Need for Regulation to Speed up Development of the Regional Electricity Market

The Directive on the organization of the regional market provides for a gradual progression towards this market so that national power utilities can adapt in a flexible and rational manner, thereby taking into consideration the diversity of their current organizational statuses. It lays out the general principles governing the Regional Power Market as defined by the ECOWAS Energy Protocol.

All sector operators will have to comply with the principles and rules of the regional market, with a view to achieving a competitive, efficient, and sustainable electricity market. Since electricity transmission networks are natural monopolies, the main challenge to speeding up regional market development lies in how much trust is placed in the ability of operators to regulate the interplay of competitive forces and manage their trade contracts. This form of regulation of cross-border electricity trade calls for coherent regulatory decision-making, a necessary requirement for guaranteeing the efficiency of trade contracts binding interconnection developmental activities.

 

Issues at Stake for ERERA

The first issue at stake stems from the fact that the institution is still in its infancy (the institution’s Regulatory Council was only set up in January 2011) and relates to its institutional capacity to impose itself as an indispensable player for the development of cross-border trade. One of the necessary pre-requisites for technical regulation and efficient trade in regional exchanges and market surveillance is for ERERA to build up its expertise and that of the national regulatory authorities in the Member States.

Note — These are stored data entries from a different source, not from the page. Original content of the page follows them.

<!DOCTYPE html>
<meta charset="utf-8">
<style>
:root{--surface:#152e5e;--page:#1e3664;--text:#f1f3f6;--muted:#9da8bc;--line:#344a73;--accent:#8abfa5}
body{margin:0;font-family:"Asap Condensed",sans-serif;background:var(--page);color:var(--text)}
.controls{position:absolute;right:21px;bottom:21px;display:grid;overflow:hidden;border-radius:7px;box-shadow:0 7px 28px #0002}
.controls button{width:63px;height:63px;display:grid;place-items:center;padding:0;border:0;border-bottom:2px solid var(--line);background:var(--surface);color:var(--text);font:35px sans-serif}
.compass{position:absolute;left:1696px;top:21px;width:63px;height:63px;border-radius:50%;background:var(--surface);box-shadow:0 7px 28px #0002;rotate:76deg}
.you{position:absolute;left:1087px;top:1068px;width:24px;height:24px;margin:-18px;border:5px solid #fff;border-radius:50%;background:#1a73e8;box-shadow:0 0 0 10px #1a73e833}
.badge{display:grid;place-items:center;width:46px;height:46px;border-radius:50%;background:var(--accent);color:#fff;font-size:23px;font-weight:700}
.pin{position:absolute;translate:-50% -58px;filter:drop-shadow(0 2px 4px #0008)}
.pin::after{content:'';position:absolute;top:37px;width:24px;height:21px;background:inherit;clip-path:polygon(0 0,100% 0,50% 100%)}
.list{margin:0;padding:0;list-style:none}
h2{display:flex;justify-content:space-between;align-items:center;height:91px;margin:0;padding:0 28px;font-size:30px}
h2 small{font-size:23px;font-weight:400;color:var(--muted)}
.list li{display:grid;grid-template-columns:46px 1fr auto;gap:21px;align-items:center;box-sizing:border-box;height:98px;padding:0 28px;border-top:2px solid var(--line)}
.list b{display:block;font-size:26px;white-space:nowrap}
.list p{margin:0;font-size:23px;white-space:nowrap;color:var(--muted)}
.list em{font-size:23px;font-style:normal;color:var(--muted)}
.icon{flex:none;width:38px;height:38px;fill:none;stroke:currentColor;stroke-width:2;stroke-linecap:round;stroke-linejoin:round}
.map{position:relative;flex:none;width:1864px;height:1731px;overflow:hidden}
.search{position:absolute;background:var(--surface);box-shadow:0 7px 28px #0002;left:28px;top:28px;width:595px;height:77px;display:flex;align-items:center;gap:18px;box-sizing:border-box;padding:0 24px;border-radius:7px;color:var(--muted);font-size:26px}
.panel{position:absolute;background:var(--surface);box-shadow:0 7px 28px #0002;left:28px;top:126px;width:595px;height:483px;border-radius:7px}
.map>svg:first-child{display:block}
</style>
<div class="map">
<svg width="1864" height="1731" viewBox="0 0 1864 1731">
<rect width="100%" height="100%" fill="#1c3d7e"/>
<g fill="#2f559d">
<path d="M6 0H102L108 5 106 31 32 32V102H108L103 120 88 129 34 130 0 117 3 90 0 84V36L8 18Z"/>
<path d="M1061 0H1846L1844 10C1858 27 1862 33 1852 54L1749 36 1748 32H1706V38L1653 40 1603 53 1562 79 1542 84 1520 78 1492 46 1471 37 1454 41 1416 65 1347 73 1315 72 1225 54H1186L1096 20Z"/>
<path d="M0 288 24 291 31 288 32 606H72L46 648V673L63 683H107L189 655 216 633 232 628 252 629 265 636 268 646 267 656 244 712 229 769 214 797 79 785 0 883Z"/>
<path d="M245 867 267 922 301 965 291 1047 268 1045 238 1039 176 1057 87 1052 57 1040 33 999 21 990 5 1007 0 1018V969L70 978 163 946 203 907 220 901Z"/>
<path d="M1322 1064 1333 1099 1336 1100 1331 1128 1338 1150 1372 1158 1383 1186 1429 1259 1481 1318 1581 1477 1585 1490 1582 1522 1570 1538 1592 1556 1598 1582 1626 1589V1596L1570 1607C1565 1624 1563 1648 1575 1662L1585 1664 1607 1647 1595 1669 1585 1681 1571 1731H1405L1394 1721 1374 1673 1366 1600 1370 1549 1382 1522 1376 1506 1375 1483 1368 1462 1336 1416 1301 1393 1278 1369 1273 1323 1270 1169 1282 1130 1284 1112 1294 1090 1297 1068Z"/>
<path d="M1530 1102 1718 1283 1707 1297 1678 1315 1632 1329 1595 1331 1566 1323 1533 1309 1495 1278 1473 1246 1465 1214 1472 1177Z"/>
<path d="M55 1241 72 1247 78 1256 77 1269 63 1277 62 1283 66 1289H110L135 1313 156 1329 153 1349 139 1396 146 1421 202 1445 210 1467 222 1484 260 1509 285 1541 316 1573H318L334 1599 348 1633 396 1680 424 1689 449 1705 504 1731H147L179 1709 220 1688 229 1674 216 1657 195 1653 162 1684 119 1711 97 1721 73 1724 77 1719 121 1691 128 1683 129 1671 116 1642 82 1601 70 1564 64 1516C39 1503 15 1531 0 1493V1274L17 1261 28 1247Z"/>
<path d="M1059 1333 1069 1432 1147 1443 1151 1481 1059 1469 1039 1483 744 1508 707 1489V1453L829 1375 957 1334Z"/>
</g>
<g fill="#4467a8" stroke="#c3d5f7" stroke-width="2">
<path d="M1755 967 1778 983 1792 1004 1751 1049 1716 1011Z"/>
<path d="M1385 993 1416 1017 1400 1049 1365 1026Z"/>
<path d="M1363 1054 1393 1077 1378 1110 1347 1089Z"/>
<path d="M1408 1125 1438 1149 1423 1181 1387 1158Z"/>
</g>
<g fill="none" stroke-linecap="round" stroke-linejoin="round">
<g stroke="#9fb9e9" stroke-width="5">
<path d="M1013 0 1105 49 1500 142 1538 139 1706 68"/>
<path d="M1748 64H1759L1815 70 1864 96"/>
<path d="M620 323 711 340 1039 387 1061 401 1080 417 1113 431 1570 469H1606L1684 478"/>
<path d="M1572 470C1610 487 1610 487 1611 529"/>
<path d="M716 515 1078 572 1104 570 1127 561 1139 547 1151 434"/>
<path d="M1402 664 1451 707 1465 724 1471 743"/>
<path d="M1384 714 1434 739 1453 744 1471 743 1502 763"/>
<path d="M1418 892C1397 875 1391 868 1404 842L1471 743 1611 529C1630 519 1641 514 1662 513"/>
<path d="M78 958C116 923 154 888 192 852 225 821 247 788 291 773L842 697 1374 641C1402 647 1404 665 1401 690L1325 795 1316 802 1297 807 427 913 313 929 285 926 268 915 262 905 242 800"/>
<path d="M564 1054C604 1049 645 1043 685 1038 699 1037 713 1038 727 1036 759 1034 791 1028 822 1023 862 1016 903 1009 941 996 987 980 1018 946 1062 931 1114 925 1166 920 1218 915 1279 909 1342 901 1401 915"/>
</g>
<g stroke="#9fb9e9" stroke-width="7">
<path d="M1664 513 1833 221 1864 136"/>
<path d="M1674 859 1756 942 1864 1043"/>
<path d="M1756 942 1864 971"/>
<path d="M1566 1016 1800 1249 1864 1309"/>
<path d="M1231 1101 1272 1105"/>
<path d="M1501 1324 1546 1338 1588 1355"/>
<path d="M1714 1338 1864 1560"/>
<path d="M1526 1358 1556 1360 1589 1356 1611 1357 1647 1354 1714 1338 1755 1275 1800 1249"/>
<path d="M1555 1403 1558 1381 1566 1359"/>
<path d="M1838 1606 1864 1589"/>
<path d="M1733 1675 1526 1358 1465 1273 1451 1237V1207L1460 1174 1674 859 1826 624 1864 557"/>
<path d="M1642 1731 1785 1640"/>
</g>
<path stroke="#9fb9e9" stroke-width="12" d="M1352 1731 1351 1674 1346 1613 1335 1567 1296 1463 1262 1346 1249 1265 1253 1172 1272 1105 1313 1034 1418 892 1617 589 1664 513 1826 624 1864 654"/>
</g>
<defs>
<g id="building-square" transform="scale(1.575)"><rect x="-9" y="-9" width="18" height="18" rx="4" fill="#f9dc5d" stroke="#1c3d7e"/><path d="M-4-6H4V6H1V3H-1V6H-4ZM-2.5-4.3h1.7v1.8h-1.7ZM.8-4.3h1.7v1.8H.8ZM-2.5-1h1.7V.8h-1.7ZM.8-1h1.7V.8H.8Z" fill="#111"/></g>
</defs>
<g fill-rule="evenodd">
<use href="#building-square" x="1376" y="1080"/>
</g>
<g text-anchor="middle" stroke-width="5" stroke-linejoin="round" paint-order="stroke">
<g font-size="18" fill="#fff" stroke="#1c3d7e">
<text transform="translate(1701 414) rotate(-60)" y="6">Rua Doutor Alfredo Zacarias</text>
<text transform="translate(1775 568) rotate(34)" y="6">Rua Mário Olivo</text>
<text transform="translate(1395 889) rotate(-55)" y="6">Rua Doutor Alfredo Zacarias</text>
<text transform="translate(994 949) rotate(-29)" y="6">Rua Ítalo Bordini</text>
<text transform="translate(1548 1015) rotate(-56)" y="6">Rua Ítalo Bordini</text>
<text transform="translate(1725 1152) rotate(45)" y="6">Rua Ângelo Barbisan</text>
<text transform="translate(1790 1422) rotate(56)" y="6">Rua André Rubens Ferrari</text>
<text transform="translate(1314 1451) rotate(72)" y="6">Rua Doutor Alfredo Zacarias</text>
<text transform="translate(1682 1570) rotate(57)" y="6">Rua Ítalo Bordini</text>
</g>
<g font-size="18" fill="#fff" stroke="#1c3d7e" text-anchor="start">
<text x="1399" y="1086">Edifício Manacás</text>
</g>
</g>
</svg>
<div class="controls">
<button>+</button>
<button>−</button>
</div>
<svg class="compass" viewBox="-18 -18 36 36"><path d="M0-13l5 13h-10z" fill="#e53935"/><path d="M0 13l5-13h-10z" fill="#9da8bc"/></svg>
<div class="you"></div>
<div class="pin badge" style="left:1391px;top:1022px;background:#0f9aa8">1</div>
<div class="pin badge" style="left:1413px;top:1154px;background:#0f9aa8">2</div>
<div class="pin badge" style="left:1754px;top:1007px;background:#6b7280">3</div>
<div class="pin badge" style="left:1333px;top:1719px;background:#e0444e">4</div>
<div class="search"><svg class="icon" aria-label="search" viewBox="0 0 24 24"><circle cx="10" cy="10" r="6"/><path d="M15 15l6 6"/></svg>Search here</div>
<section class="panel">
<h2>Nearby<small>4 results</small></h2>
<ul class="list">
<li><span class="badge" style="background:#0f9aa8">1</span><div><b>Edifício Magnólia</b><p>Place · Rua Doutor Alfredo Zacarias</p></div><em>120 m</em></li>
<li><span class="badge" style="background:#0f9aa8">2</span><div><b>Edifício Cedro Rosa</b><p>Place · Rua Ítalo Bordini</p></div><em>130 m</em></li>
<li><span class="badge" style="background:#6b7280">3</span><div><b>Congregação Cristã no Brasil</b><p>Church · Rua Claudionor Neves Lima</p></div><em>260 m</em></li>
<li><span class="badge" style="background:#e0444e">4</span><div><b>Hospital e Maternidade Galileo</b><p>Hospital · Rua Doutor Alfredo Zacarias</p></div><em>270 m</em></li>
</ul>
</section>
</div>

ERERA will then need to ensure that consolidating and fast-tracking cross-border trade is carried out with a minimum of regulatory risk for all stakeholders in the market, which means providing the best contractual arrangements between Member States’ national operators. The end-result is to promote transparency in cross-border power trade and create transparent, predictable, and harmonized regulatory practices in West Africa, attract capital to the region for sector development and ensure that maximum benefit accrues to electricity consumers.

Regional regulation is therefore at the heart of the process for supporting cross-border power exchanges and must go hand in hand with support to national power regulators in ECOWAS Member States. Regional regulation is thus bound to yield results since its very efficiency builds trust and facilitates public-private partnerships, without which the massive investments required for market development would be difficult to attain.